## [What you should do]
In the data below, the answer is the run of lines from the line containing "For a GIS import: What data does the map view" through the line containing "Input: one rendered", both included; print it exactly and nothing else.

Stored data

════════════════════

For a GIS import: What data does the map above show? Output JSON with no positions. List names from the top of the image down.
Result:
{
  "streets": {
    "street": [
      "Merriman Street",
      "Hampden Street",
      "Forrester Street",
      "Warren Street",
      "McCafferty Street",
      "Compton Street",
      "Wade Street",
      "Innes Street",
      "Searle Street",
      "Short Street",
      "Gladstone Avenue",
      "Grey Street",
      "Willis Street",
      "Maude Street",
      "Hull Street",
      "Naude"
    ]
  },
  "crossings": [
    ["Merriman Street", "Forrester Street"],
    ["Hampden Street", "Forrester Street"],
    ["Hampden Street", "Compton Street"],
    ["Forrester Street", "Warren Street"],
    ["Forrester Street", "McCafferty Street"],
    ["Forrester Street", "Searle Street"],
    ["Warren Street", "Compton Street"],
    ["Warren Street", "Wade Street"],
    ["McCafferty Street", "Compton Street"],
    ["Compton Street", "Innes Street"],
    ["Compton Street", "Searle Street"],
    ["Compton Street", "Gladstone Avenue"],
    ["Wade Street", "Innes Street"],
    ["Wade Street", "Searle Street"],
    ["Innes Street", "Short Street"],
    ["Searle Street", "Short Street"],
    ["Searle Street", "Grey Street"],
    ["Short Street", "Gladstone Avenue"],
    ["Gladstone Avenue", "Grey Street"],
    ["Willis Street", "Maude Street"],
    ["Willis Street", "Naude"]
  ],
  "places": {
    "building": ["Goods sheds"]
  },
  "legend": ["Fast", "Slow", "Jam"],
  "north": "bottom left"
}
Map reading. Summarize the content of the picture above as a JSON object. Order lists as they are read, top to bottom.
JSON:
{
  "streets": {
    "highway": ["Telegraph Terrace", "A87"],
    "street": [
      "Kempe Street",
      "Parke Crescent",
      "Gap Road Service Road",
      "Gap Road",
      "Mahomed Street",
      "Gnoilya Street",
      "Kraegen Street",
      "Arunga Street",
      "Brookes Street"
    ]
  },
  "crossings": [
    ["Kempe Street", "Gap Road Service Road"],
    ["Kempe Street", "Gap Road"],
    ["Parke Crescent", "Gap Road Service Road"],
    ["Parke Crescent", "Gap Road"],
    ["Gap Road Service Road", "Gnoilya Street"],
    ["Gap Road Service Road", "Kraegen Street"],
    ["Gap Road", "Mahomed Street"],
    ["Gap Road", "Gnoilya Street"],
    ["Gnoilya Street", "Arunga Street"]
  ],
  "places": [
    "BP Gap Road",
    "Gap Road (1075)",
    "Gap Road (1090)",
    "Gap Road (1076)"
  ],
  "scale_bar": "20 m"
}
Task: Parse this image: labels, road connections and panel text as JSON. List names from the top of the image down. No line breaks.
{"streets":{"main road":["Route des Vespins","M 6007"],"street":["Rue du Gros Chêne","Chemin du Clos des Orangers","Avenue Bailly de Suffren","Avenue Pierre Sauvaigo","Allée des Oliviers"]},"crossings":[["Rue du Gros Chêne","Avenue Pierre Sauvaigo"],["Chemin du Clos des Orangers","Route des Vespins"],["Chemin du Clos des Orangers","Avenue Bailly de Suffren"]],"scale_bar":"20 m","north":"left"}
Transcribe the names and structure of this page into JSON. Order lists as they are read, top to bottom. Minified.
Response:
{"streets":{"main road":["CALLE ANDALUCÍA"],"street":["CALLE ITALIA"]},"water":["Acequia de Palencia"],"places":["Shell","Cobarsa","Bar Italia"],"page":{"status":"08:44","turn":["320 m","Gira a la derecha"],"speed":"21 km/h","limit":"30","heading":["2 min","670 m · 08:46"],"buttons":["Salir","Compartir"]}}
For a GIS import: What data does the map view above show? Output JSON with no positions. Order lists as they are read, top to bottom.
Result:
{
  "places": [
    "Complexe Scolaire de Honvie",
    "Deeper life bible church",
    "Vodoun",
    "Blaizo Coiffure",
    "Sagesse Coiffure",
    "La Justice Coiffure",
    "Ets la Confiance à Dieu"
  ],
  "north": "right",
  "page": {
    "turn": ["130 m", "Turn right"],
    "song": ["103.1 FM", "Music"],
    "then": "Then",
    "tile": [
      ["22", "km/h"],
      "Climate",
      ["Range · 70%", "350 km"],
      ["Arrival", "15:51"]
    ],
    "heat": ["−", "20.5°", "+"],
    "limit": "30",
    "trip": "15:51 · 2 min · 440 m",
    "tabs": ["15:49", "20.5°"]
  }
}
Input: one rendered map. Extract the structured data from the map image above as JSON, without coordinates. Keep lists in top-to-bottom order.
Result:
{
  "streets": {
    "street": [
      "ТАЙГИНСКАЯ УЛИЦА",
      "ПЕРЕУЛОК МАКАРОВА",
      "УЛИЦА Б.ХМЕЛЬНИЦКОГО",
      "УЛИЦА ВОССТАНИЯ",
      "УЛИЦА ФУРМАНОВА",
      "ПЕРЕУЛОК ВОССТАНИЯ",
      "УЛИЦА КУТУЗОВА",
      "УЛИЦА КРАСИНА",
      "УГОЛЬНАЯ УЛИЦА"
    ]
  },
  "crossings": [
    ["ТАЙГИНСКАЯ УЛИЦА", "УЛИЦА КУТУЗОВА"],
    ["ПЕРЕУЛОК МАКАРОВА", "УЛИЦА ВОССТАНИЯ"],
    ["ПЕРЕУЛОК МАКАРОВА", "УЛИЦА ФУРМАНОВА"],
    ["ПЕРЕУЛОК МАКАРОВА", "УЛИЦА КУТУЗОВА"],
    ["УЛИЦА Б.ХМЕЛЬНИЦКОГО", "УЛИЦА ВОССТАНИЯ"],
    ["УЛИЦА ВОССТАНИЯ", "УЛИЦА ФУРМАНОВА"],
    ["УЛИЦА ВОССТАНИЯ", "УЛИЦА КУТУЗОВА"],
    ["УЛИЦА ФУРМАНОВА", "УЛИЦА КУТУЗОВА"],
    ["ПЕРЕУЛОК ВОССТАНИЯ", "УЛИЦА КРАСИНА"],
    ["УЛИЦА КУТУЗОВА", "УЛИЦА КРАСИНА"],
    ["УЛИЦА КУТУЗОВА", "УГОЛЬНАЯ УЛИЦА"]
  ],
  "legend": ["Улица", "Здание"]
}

════════════════════

## [Written response]
For a GIS import: What data does the map view above show? Output JSON with no positions. Order lists as they are read, top to bottom.
Result:
{
  "places": [
    "Complexe Scolaire de Honvie",
    "Deeper life bible church",
    "Vodoun",
    "Blaizo Coiffure",
    "Sagesse Coiffure",
    "La Justice Coiffure",
    "Ets la Confiance à Dieu"
  ],
  "north": "right",
  "page": {
    "turn": ["130 m", "Turn right"],
    "song": ["103.1 FM", "Music"],
    "then": "Then",
    "tile": [
      ["22", "km/h"],
      "Climate",
      ["Range · 70%", "350 km"],
      ["Arrival", "15:51"]
    ],
    "heat": ["−", "20.5°", "+"],
    "limit": "30",
    "trip": "15:51 · 2 min · 440 m",
    "tabs": ["15:49", "20.5°"]
  }
}
Input: one rendered map. Extract the structured data from the map image above as JSON, without coordinates. Keep lists in top-to-bottom order.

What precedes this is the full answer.